AllithwaiteAllithwaite is a small village in Cumbria, England, located roughly 1.2 mi west of Grange-over-Sands. Most of its residents commute to local areas of Ulverston, Barrow-in-Furness, Kendal or Lancaster to work. Historically in Lancashire, Allithwaite, and the village of Cartmel situated to the north, are part of the civil parish of Lower Allithwaite. At the 2001 census, the parish had a population of 1,758, increasing to 1,831 at the 2011 Census. There is also a civil parish previously known as Upper Allithwaite which was renamed in 2018 as Lindale and Newton-in-Cartmel, and includes Lindale, Low Newton and High Newton. The population of this parish at the 2011 Census was 843.
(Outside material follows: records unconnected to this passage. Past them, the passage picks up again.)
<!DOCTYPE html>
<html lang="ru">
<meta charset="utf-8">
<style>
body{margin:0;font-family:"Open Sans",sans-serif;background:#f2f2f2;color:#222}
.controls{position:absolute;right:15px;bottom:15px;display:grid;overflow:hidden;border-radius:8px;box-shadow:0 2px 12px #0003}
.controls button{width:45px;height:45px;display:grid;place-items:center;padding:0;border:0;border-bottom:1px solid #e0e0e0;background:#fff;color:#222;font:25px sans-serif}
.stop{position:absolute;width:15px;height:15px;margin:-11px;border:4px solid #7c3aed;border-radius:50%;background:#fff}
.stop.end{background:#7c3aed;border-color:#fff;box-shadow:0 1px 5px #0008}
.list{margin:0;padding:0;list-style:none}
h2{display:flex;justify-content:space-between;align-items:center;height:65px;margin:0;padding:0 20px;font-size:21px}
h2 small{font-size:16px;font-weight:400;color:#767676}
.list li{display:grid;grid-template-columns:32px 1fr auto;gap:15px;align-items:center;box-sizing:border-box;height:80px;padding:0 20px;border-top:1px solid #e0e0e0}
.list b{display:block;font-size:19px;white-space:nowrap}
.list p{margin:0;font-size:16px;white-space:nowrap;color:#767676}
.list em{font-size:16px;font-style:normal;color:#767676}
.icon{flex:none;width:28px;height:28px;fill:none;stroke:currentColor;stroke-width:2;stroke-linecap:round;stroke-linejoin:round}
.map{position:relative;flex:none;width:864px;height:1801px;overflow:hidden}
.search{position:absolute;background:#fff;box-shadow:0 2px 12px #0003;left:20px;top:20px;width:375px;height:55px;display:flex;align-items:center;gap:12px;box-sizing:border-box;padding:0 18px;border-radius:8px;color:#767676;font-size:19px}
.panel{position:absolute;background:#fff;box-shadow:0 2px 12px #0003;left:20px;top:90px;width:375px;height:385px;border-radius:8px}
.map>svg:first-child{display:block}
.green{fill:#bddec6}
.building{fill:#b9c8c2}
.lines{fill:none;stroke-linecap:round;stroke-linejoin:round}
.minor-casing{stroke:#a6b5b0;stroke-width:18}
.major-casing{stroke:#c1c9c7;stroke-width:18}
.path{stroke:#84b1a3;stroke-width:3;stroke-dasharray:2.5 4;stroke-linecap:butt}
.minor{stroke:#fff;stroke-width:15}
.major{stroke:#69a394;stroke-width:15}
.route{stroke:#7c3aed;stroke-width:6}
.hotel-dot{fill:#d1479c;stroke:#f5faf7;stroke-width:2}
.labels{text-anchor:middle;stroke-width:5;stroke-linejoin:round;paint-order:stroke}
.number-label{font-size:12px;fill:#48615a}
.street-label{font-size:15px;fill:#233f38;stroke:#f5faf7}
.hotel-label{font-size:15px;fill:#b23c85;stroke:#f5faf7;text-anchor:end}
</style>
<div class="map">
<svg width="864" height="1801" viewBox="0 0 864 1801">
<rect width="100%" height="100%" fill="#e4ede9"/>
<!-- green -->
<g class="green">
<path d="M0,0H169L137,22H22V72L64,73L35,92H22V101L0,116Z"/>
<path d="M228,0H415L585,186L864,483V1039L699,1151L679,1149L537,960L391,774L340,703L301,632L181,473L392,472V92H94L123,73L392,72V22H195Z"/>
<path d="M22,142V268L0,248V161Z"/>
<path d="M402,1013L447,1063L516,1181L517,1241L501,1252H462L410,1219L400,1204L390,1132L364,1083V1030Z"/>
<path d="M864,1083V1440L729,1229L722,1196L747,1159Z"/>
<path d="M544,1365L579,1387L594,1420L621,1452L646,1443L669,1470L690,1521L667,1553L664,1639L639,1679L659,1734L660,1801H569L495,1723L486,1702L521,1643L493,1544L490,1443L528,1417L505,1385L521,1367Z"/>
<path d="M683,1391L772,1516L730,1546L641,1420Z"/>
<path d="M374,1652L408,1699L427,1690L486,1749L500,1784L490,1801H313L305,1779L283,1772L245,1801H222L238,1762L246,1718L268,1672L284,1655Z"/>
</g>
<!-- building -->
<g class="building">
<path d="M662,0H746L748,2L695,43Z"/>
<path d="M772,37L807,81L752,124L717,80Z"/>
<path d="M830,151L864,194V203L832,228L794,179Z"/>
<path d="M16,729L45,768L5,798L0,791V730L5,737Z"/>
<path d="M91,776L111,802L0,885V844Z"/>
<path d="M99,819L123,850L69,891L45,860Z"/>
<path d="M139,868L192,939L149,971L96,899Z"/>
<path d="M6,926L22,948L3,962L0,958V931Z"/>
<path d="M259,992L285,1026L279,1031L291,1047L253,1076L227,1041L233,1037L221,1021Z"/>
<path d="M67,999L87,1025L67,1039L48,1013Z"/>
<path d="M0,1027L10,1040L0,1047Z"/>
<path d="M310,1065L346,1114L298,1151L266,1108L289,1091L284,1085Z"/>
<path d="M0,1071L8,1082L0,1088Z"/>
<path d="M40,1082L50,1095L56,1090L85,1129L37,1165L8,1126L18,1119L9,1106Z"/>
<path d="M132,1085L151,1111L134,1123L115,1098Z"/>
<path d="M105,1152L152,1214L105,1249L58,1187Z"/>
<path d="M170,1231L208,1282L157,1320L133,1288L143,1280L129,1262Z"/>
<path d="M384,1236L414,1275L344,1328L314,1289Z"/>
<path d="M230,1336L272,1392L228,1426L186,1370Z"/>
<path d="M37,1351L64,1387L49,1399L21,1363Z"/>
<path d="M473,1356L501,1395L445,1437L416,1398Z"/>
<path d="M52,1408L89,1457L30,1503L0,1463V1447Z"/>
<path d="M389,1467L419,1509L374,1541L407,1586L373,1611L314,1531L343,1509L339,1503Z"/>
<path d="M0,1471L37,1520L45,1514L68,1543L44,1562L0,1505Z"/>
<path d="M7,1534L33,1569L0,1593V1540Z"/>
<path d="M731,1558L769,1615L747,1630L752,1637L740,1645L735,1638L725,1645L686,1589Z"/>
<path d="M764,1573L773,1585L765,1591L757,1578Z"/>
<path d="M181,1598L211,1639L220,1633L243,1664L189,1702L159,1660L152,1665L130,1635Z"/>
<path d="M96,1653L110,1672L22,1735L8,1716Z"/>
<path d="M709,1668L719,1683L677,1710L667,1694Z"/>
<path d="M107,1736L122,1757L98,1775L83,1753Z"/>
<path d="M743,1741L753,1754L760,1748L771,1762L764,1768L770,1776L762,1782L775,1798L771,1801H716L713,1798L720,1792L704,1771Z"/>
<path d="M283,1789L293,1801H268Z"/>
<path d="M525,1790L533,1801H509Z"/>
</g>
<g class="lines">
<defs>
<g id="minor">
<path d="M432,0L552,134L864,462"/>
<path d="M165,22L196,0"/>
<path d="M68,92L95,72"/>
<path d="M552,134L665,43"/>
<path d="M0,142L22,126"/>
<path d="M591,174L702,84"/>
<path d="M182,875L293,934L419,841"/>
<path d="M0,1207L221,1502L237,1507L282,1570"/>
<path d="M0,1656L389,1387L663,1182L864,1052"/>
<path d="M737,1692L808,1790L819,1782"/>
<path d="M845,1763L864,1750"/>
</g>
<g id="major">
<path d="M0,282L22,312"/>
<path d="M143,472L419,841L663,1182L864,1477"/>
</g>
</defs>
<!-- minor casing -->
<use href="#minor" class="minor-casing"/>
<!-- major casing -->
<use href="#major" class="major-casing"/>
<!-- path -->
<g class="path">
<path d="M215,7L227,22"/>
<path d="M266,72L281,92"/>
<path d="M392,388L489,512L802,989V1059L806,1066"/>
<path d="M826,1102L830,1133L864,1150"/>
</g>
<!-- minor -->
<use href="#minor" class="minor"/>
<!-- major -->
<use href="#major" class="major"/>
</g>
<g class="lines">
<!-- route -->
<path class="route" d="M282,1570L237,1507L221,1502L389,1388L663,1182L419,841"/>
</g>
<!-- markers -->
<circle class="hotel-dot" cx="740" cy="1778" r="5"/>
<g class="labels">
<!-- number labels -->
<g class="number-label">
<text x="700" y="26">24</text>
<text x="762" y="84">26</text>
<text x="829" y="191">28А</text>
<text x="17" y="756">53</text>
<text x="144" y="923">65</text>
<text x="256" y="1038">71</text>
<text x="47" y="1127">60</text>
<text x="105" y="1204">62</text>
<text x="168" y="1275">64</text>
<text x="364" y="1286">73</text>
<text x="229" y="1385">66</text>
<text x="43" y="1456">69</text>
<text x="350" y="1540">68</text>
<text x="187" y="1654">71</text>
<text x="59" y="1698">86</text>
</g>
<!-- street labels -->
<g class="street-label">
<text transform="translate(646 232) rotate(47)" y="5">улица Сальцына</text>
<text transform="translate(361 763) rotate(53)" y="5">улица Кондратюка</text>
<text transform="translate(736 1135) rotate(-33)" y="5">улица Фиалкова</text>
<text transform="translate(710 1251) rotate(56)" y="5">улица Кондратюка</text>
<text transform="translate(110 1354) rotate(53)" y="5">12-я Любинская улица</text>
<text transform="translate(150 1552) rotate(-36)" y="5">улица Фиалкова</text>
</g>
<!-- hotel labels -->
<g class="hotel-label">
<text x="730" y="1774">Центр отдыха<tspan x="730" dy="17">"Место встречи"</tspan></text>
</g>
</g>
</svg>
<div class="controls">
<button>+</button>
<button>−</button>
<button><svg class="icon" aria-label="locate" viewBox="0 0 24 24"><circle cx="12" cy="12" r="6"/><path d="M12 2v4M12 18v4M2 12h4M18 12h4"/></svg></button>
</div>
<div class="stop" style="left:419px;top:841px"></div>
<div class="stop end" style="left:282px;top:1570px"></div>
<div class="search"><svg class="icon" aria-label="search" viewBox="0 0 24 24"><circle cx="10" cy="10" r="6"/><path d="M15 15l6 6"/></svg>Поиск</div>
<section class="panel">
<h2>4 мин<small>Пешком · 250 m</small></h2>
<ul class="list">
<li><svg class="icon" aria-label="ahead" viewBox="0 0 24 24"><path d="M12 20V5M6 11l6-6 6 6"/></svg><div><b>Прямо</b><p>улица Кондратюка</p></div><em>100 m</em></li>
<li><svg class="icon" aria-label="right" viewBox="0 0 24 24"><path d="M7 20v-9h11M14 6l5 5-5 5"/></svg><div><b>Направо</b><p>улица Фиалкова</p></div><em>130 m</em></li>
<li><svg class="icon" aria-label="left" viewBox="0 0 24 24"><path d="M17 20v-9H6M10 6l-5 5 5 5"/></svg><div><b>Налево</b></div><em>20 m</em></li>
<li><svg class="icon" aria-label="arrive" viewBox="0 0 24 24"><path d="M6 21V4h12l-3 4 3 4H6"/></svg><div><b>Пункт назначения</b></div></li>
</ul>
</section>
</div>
The Anglican parish church is St. Mary's Church, built in 1864–65 and designed by the Lancaster architect E. G. Paley. There is a small primary school, Allithwaite Primary C of E School located next to the church. Both church and school were built by a legacy left to the village. The village also has a pub, a post office, a children's playground and a reasonably sized playing field with a tennis court and a bowling green.
A mile to the south, Wraysholme Tower is a 15th-century pele tower, used as a barn and cow-house, adjoining a 19th-century farmhouse. The tower was built by the Harrington family of Aldingham. A Michael Harrington acquired a grant of free warren in Allingham in 1315. The tower is 40 ft by 28 ft. It has axes north and south and is built of local limestone rubble, with angle quoins. The walls are 4 ft thick at their base. There is a projecting garderobe, about 7 ft square, at the south-west corner, where there is a spiral staircase. There was originally an entrance at the north-west corner. The building is roofed with slate.
Boarbank Hall, to the west of the village, is a convent, nursing home and guest house, with a community of twelve Augustinian sisters and two Benedictine sisters. There has been a house on the site since at least 1592, but the present house, in an Italian style, was built in 1870 after a fire had destroyed the previous frontage. The Augustinian Cannonesses acquired the house in 1921. The Oratory, built in 1986, was the subject of an episode of BBC television's Building Sights, featuring architect Richard MacCormac, in 1991.